WHAT IS NEEDED:
Please restate every entry exactly. Leave out the pictures.

MATERIAL FOR THE TASK:
= Beginning of Section =

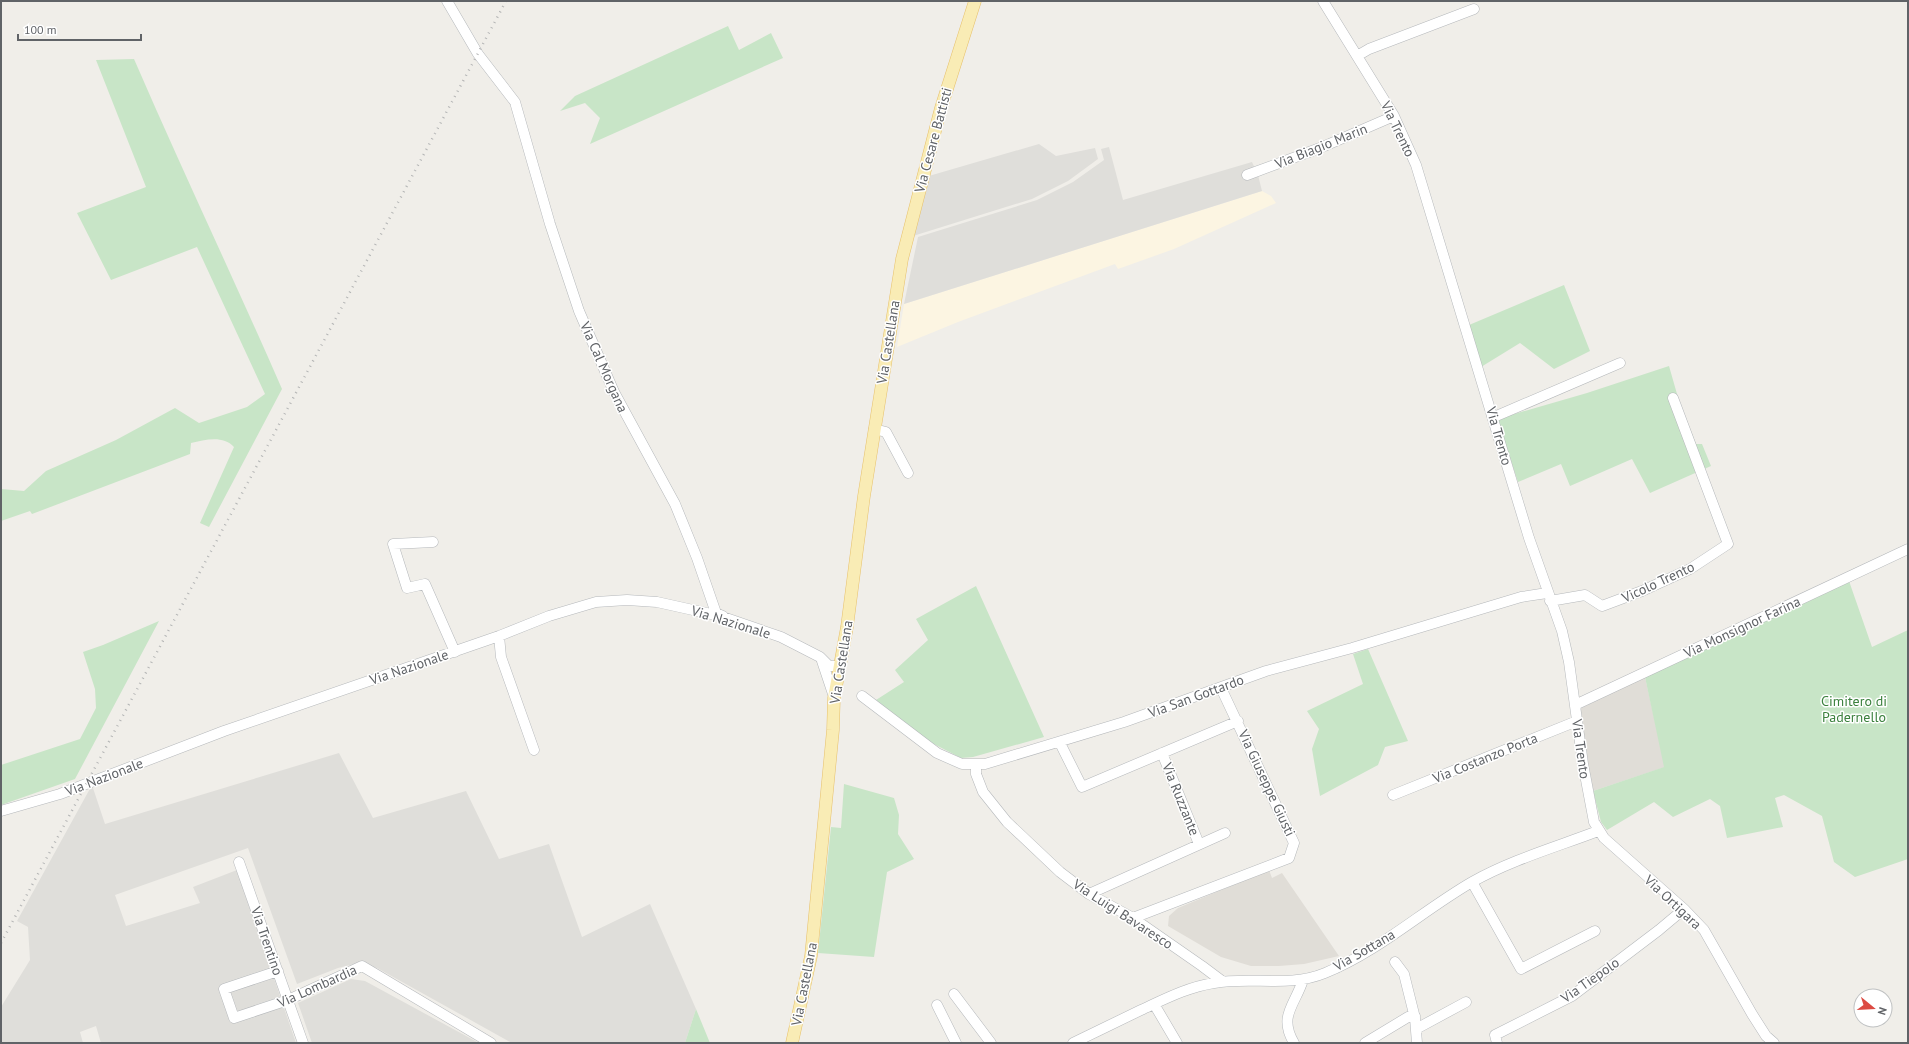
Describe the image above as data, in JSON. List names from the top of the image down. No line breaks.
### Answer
{"streets":{"main road":["Via Cesare Battisti","Via Castellana"],"street":["Via Trento","Via Biagio Marin","Via Cal Morgana","Vicolo Trento","Via Nazionale","Via Monsignor Farina","Via San Gottardo","Via Costanzo Porta","Via Giuseppe Giusti","Via Ruzzante","Via Ortigara","Via Luigi Bavaresco","Via Trentino","Via Sottana","Via Tiepolo","Via Lombardia"]},"crossings":[["Via Trento","Via Biagio Marin"],["Via Trento","Vicolo Trento"],["Via Trento","Via Monsignor Farina"],["Via Trento","Via San Gottardo"],["Via Trento","Via Costanzo Porta"],["Via Trento","Via Ortigara"],["Via Trento","Via Sottana"],["Via Cesare Battisti","Via Castellana"],["Via Castellana","Via Nazionale"],["Via Cal Morgana","Via Nazionale"],["Vicolo Trento","Via San Gottardo"],["Via San Gottardo","Via Giuseppe Giusti"],["Via San Gottardo","Via Ruzzante"],["Via San Gottardo","Via Luigi Bavaresco"],["Via Giuseppe Giusti","Via Ruzzante"],["Via Giuseppe Giusti","Via Luigi Bavaresco"],["Via Ortigara","Via Sottana"],["Via Ortigara","Via Tiepolo"],["Via Luigi Bavaresco","Via Sottana"],["Via Trentino","Via Lombardia"]],"parks":["Cimitero di Padernello"],"scale_bar":"100 m","north":"right"}
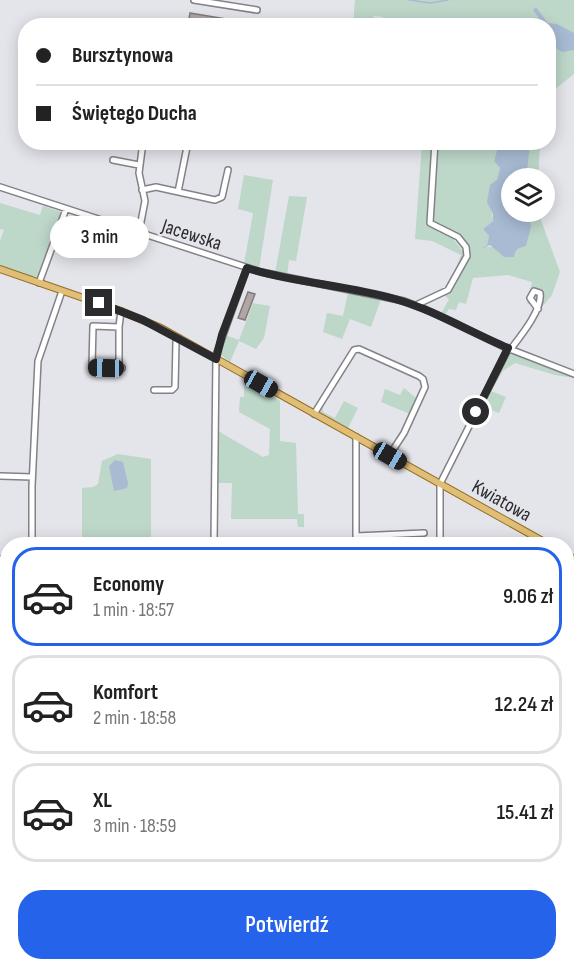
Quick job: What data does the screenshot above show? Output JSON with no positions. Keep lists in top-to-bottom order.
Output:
{
  "streets": {
    "main road": ["Kwiatowa"],
    "street": ["Jacewska"]
  },
  "page": {
    "banner": ["Bursztynowa", "Świętego Ducha"],
    "bubble": "3 min",
    "list": [
      {
        "name": "Economy",
        "note": "1 min · 18:57",
        "value": "9.06 zł"
      },
      {
        "name": "Komfort",
        "note": "2 min · 18:58",
        "value": "12.24 zł"
      },
      {
        "name": "XL",
        "note": "3 min · 18:59",
        "value": "15.41 zł"
      }
    ],
    "buttons": "Potwierdź"
  }
}
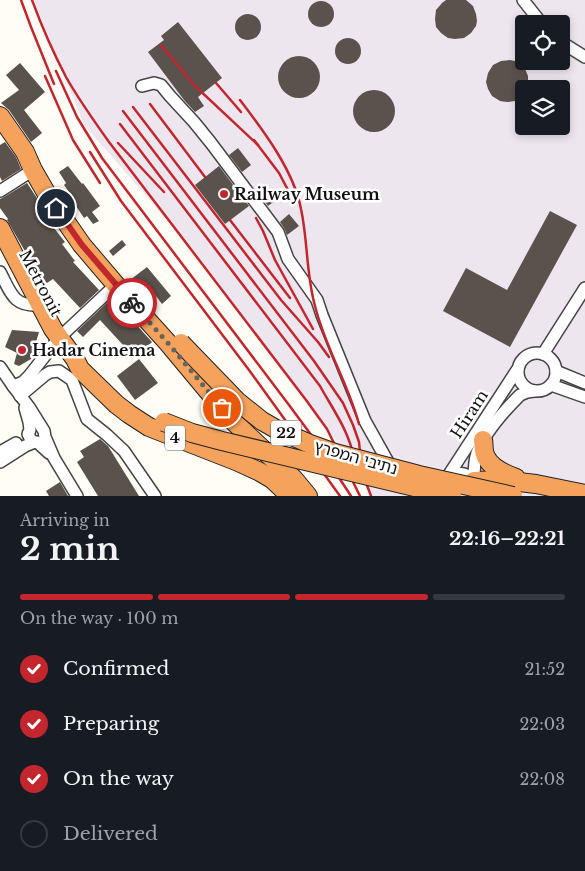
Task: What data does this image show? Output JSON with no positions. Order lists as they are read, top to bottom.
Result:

= End of Section =

SOLUTION:
Describe the image above as data, in JSON. List names from the top of the image down. No line breaks.
### Answer
{"streets":{"main road":["Via Cesare Battisti","Via Castellana"],"street":["Via Trento","Via Biagio Marin","Via Cal Morgana","Vicolo Trento","Via Nazionale","Via Monsignor Farina","Via San Gottardo","Via Costanzo Porta","Via Giuseppe Giusti","Via Ruzzante","Via Ortigara","Via Luigi Bavaresco","Via Trentino","Via Sottana","Via Tiepolo","Via Lombardia"]},"crossings":[["Via Trento","Via Biagio Marin"],["Via Trento","Vicolo Trento"],["Via Trento","Via Monsignor Farina"],["Via Trento","Via San Gottardo"],["Via Trento","Via Costanzo Porta"],["Via Trento","Via Ortigara"],["Via Trento","Via Sottana"],["Via Cesare Battisti","Via Castellana"],["Via Castellana","Via Nazionale"],["Via Cal Morgana","Via Nazionale"],["Vicolo Trento","Via San Gottardo"],["Via San Gottardo","Via Giuseppe Giusti"],["Via San Gottardo","Via Ruzzante"],["Via San Gottardo","Via Luigi Bavaresco"],["Via Giuseppe Giusti","Via Ruzzante"],["Via Giuseppe Giusti","Via Luigi Bavaresco"],["Via Ortigara","Via Sottana"],["Via Ortigara","Via Tiepolo"],["Via Luigi Bavaresco","Via Sottana"],["Via Trentino","Via Lombardia"]],"parks":["Cimitero di Padernello"],"scale_bar":"100 m","north":"right"}
Quick job: What data does the screenshot above show? Output JSON with no positions. Keep lists in top-to-bottom order.
Output:
{
  "streets": {
    "main road": ["Kwiatowa"],
    "street": ["Jacewska"]
  },
  "page": {
    "banner": ["Bursztynowa", "Świętego Ducha"],
    "bubble": "3 min",
    "list": [
      {
        "name": "Economy",
        "note": "1 min · 18:57",
        "value": "9.06 zł"
      },
      {
        "name": "Komfort",
        "note": "2 min · 18:58",
        "value": "12.24 zł"
      },
      {
        "name": "XL",
        "note": "3 min · 18:59",
        "value": "15.41 zł"
      }
    ],
    "buttons": "Potwierdź"
  }
}
Task: What data does this image show? Output JSON with no positions. Order lists as they are read, top to bottom.
Result:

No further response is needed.